16. The image processing system of any preceding claim, wherein the processing means is further configured to output the item categorisation.
17. The image processing system of any preceding claim, wherein the processing means is further configured to: generate, based on the categorisation, a unique identifier associated with the item; output the unique identifier.
18. The image processing system of claim 17, wherein the unique identifier is a barcode.
19. The image processing system of any preceding claim, wherein determining one or more characteristic features includes outputting to the second machine learning model a confidence score associated with at least one of the one or more determined characteristic features.
20. The image processing system of any preceding claim, wherein the item is an item of baggage or an item of cargo.
21. The image processing system of any preceding claim, wherein extracting the portion of the first image comprises: determining a bounding box enclosing the item within the first image; and cropping the first image to extract the portion of the first image.
22. The image processing system of any preceding claim, wherein the plurality of predetermined item categorisations correspond to International Air Transport Association baggage identification codes.
23. The image processing system of any preceding claim, wherein the plurality of predetermined item categorisations comprises one or more priority item categorisations.

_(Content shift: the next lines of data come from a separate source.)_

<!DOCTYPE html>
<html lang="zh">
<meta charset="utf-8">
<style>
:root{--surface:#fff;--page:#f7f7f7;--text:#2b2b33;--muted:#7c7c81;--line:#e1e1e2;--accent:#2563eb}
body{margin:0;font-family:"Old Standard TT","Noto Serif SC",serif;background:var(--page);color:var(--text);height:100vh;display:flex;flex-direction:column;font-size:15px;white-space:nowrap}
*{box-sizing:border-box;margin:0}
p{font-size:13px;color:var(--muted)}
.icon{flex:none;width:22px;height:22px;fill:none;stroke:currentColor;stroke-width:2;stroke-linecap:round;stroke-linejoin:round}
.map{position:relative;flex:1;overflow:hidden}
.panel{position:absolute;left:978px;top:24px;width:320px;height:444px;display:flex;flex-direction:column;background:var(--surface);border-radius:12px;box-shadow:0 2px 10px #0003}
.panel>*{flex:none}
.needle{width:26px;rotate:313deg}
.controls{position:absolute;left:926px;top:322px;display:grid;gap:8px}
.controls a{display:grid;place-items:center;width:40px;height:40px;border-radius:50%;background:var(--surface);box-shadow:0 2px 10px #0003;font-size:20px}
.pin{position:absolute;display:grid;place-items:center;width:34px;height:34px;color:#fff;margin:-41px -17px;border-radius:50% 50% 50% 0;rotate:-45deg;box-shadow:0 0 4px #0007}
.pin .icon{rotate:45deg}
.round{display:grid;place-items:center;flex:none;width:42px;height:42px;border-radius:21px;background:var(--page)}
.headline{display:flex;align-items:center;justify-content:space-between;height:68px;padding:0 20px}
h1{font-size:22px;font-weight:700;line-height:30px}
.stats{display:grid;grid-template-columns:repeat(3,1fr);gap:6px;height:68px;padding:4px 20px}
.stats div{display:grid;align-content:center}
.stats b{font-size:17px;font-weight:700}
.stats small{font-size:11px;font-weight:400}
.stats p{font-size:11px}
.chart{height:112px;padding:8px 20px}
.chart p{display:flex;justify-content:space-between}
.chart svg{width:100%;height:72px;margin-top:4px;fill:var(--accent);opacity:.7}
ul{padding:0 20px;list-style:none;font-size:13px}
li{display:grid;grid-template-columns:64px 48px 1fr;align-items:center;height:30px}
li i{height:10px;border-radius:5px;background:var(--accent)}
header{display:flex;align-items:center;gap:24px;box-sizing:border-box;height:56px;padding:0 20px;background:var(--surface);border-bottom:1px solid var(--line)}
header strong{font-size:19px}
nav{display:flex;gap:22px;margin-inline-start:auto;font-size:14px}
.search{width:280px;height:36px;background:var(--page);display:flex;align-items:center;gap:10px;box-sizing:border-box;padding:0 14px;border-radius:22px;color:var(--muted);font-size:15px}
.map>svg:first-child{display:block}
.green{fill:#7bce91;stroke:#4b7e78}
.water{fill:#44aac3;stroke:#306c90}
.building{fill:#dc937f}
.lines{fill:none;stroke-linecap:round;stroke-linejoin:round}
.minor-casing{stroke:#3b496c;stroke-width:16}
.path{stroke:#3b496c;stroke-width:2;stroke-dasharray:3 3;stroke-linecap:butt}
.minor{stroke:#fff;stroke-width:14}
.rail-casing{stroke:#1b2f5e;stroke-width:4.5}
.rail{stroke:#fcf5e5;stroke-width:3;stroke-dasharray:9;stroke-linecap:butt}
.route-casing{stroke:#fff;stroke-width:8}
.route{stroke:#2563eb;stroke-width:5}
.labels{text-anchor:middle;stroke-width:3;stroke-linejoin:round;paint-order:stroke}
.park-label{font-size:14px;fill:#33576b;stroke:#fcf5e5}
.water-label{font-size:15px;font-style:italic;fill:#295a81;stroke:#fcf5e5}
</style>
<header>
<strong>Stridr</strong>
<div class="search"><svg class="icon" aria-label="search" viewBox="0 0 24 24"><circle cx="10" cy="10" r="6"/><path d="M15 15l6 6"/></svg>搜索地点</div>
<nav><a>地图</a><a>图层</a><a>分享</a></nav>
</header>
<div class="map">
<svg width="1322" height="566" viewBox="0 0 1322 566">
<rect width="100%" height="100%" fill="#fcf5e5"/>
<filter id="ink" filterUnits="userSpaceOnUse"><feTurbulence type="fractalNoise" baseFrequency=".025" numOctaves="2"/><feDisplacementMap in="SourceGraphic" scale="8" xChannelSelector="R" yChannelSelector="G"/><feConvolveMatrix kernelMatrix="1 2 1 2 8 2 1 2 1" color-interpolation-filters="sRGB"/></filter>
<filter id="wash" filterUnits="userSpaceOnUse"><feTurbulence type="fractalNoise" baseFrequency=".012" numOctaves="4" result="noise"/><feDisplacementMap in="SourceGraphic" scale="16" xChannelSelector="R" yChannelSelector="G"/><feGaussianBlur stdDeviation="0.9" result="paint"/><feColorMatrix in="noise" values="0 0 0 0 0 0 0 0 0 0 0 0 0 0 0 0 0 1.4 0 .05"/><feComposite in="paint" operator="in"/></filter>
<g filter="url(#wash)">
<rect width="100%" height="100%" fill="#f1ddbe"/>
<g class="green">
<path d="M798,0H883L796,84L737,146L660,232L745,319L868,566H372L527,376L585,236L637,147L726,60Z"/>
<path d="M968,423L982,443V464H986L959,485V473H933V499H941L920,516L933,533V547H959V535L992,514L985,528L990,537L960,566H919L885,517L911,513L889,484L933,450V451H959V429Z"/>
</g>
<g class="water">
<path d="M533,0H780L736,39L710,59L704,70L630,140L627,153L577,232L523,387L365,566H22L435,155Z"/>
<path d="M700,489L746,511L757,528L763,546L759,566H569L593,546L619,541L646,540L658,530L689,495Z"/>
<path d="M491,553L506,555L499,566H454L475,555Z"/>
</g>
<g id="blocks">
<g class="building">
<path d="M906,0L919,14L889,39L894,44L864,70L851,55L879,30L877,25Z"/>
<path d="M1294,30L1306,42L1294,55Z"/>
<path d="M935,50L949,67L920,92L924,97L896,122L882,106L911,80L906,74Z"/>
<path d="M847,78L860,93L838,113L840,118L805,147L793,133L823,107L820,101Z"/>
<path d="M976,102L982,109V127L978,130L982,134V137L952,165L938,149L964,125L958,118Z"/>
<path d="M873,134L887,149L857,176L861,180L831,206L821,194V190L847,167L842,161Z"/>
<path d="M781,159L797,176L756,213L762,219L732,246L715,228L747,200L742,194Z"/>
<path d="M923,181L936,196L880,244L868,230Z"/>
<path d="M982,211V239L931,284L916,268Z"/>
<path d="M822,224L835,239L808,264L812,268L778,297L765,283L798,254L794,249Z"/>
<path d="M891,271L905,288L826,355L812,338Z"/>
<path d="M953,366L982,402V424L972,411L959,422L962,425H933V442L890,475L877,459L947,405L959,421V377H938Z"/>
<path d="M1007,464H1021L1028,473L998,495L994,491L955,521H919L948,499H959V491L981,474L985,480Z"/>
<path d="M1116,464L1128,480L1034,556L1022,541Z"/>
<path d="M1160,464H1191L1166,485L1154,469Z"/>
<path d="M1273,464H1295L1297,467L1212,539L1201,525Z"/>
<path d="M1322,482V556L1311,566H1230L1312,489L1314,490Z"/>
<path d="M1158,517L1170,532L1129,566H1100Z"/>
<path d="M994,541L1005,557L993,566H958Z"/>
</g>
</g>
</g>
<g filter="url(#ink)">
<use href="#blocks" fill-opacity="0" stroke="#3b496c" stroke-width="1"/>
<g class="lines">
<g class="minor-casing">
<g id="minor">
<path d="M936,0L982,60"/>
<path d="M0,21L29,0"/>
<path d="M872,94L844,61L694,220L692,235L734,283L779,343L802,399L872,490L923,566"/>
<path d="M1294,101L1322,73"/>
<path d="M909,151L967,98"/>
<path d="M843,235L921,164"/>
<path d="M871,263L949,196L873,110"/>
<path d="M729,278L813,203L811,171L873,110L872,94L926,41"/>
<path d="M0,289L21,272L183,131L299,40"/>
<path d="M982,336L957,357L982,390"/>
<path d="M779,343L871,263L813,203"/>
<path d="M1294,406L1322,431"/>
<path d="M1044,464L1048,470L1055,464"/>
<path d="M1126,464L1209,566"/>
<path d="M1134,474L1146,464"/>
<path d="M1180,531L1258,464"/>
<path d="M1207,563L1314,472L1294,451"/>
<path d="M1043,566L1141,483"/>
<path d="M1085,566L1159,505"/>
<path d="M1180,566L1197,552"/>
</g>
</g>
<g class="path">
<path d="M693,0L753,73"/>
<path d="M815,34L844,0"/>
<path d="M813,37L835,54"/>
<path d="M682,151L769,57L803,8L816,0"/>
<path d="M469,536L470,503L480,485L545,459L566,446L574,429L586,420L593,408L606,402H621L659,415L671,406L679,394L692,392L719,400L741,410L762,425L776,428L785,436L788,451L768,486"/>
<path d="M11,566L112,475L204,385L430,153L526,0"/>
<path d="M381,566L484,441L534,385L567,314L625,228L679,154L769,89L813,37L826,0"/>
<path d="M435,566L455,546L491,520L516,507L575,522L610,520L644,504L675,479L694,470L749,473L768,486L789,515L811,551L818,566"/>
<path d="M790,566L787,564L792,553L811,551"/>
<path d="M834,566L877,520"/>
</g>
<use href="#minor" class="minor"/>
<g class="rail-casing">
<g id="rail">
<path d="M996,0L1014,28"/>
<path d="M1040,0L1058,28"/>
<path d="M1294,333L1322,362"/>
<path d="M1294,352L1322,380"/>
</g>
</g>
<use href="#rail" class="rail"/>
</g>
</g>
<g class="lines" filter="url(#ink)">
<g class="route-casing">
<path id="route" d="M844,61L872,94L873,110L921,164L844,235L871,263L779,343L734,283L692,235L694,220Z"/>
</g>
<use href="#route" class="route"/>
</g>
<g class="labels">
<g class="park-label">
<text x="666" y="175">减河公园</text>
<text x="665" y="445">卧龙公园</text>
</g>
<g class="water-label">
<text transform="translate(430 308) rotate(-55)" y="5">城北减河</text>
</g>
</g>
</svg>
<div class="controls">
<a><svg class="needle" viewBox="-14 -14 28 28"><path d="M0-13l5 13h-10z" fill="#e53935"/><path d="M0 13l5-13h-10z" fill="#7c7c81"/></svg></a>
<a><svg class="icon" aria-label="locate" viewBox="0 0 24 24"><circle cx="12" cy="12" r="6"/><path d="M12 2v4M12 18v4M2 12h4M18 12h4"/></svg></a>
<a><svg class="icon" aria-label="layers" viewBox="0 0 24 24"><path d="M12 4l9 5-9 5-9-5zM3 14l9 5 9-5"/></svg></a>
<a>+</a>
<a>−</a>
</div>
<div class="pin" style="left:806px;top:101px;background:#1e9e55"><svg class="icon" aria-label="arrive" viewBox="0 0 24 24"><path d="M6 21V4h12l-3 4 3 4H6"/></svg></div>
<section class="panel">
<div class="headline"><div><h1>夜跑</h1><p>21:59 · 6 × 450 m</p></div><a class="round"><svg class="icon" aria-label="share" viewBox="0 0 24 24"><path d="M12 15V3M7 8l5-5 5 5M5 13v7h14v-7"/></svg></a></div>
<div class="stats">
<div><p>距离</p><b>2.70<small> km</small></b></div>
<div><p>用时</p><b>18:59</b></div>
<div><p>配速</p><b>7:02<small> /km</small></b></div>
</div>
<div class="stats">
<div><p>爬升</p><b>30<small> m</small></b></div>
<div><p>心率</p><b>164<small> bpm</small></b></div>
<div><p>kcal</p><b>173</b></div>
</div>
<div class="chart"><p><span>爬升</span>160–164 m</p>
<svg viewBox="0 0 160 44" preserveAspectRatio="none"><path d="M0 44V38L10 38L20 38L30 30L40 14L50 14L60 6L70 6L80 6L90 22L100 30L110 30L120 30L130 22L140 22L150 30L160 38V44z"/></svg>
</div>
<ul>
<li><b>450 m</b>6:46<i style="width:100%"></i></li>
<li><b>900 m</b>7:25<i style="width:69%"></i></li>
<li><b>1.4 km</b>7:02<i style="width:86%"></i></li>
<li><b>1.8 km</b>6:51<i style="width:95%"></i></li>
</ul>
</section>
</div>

24. The image processing system of claim 23, wherein the processing means is further configured to, in response to categorising the item as one of the one or more priority item categorisations, output an alert.
25. The image processing system of claim 23 or 24, wherein the processing means is further configured to, in response to categorising the item as one of the one or more priority item categorisations, output the first image.

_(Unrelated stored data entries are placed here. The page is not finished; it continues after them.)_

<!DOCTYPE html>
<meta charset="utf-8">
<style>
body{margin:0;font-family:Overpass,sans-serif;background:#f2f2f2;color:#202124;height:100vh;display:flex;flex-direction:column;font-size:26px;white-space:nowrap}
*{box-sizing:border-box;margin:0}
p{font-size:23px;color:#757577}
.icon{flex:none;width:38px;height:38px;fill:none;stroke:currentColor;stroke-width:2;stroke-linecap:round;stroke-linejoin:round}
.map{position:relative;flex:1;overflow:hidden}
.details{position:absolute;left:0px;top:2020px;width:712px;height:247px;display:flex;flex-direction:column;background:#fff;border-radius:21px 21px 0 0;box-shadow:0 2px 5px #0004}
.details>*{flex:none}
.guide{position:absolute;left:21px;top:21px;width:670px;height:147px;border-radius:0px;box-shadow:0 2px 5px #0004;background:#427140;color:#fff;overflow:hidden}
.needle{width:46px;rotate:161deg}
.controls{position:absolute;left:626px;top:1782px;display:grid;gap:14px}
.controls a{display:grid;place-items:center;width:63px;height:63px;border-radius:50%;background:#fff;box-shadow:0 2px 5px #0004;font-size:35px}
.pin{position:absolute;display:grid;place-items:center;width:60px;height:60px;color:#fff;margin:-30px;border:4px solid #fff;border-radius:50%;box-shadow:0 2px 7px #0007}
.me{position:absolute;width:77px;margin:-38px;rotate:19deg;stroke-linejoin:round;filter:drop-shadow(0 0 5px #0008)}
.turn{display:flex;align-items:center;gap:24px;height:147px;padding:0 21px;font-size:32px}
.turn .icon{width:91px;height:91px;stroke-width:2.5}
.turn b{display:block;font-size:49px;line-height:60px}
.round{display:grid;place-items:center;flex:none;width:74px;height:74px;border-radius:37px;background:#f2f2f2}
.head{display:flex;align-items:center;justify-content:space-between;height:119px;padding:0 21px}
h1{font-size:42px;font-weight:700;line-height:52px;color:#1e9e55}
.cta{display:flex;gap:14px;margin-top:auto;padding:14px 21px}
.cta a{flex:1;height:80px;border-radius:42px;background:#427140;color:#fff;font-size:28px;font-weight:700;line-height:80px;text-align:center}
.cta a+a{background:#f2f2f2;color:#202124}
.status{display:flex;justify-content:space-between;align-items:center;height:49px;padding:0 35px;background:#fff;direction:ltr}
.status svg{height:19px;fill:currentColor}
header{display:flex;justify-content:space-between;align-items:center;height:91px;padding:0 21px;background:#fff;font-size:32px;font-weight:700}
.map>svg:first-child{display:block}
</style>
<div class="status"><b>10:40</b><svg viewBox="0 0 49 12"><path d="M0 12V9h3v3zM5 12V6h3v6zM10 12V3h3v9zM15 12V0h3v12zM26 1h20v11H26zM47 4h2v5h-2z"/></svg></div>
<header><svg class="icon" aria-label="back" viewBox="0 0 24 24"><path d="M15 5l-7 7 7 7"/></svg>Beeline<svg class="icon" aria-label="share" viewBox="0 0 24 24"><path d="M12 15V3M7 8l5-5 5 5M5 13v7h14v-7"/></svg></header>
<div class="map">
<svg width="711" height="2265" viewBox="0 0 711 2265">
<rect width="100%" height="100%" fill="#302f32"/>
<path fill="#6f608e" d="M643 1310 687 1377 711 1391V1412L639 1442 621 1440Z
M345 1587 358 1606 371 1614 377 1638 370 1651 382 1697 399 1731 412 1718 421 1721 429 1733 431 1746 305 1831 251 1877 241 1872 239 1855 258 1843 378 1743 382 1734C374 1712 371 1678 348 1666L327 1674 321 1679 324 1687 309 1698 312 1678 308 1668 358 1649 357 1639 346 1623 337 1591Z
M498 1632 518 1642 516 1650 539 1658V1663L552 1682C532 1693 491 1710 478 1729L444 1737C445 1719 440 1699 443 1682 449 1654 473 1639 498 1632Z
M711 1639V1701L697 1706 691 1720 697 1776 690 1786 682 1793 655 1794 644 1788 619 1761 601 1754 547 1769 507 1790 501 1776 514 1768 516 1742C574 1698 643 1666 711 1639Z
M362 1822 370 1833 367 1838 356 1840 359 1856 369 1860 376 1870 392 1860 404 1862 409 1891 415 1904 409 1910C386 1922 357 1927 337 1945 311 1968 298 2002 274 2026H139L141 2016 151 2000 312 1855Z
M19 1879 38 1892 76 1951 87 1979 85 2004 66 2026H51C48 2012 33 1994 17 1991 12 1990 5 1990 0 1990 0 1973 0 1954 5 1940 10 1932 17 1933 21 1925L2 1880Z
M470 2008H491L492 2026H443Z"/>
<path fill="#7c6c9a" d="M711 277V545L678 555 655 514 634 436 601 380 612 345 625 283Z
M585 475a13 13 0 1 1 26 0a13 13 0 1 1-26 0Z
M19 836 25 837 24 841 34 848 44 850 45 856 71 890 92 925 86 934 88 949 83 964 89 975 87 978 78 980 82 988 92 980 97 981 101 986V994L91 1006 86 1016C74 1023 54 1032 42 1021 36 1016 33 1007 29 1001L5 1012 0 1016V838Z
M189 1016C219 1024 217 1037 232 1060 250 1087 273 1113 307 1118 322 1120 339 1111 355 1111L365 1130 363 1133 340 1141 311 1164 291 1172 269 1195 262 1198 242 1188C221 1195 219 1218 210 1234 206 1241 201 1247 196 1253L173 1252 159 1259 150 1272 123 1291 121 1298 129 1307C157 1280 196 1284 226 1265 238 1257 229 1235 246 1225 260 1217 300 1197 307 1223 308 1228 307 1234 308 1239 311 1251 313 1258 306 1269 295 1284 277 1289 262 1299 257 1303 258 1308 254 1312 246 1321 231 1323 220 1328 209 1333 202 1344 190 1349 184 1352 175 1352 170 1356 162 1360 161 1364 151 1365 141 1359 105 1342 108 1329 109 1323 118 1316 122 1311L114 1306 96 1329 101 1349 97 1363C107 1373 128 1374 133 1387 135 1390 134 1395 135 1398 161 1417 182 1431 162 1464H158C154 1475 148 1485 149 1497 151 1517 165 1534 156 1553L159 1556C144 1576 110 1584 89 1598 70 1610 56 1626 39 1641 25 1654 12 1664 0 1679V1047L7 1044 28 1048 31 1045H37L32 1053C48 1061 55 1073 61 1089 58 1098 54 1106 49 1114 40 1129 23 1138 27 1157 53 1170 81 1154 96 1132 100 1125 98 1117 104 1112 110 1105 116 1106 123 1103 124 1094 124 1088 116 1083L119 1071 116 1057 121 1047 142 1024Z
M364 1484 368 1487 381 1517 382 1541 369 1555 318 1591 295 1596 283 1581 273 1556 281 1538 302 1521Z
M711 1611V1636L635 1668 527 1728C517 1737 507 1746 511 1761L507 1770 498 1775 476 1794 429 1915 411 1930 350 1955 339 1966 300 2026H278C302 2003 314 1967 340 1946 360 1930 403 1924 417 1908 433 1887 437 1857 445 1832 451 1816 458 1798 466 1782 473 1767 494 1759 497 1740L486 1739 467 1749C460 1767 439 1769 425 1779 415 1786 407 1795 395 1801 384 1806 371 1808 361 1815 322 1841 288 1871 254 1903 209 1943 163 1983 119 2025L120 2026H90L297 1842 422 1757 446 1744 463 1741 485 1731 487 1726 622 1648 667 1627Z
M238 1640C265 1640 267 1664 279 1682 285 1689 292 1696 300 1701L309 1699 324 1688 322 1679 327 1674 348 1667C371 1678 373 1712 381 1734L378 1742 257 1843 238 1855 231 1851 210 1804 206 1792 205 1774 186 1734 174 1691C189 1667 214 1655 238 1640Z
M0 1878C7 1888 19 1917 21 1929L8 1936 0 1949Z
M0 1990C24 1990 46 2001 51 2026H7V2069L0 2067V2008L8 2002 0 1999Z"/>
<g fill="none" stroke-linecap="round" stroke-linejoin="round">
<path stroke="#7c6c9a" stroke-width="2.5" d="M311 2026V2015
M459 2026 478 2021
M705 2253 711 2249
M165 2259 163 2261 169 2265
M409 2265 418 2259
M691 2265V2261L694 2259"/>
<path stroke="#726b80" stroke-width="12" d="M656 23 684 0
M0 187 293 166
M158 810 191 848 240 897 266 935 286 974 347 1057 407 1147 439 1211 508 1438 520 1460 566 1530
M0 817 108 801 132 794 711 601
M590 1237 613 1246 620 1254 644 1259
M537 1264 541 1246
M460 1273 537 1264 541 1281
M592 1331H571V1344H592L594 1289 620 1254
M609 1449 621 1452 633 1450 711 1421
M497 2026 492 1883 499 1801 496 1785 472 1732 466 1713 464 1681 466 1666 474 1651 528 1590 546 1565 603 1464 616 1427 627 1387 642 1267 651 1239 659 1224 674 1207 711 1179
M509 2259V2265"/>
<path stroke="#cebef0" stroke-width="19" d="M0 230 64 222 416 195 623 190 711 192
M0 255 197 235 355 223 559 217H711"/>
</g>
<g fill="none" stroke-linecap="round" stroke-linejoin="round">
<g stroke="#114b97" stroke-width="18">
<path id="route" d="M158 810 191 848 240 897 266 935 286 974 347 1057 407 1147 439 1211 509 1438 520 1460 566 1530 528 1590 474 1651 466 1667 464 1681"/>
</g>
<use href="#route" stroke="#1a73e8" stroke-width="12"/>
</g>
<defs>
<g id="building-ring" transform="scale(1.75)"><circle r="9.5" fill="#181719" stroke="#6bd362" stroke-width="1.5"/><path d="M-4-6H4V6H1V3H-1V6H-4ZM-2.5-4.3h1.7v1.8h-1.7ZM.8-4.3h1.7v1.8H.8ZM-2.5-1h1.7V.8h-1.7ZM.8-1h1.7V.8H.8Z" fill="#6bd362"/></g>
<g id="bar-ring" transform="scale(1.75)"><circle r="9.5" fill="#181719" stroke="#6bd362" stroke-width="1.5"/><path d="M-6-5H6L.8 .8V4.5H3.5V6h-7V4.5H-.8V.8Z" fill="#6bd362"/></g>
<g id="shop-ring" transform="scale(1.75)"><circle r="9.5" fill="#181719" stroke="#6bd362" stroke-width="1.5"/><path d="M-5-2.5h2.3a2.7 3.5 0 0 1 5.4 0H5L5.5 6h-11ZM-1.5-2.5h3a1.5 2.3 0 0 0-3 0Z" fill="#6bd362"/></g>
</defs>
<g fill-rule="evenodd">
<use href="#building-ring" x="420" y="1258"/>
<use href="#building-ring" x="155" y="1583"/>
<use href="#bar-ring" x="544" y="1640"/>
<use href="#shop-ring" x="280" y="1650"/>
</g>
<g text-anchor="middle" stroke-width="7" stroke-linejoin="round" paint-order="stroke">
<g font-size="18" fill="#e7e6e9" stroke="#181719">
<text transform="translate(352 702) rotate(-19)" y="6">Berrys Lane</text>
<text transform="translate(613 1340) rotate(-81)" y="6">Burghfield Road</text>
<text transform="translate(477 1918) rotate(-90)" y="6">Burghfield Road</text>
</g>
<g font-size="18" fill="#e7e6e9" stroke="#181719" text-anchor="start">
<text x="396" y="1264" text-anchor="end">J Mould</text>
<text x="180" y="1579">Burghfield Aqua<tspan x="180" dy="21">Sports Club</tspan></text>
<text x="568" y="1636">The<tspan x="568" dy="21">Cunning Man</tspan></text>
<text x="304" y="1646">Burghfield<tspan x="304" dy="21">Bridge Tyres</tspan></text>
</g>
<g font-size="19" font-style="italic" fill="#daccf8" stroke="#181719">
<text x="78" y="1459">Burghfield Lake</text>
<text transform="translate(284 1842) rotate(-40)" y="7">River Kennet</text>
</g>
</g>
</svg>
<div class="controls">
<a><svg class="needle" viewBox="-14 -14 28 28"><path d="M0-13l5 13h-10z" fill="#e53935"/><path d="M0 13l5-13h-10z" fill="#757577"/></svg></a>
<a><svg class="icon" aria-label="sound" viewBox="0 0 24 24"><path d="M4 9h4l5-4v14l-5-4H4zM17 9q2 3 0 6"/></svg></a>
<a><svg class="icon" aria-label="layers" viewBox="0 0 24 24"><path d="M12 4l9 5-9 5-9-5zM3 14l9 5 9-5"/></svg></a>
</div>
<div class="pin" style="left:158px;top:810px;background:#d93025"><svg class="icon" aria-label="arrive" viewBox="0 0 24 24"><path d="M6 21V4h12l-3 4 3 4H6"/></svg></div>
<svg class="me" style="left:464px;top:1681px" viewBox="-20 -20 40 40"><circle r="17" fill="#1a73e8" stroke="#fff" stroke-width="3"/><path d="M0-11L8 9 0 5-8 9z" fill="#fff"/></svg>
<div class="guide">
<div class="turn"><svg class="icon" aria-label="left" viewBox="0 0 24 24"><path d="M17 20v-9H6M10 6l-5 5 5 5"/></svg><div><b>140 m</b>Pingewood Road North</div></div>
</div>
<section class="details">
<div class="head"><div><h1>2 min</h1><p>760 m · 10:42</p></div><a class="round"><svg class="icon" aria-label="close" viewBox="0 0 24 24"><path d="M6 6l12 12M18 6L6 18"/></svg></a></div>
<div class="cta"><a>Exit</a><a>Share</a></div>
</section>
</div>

26. The image processing system of any preceding claim, wherein the image processing system is part of an airport baggage check-in system.
27. The image processing system of any preceding claim, wherein the processing means is further configured to obtain the first image comprising the item in response to a passenger or agent placing the item on a bag drop belt.
28. The image processing system of any preceding claim, wherein the processing means is further configured to output a confidence score associated with the item categorisation.
29. The image processing system of claim 28, wherein the processing means is further configured to output an alert if the confidence score is below a threshold value.
30. The image processing system of any preceding claim, wherein the processing means is further configured to: obtain a second image comprising the item, said second image having been captured from a different physical location to the first image; and extract the portion of the first image based on a comparison of the first image and the second image.31 . A method for categorising an item, the method comprising: obtaining a first image comprising an item; extracting a portion of the first image, the portion comprising the item; determining, using the extracted portion of the first image, one or more characteristic features of the item using a first machine learning model;determining a colour value associated with the extracted portion of the first image; categorising, using a second machine learning model, the item according to one of a plurality of predetermined item categorisations based on at least the determined one or more characteristic features and the colour value, wherein the second machine learning model is different to the first machine learning model.
32. A computer program comprising instructions which, when executed by a computer, cause the computer to perform the method of claim 31.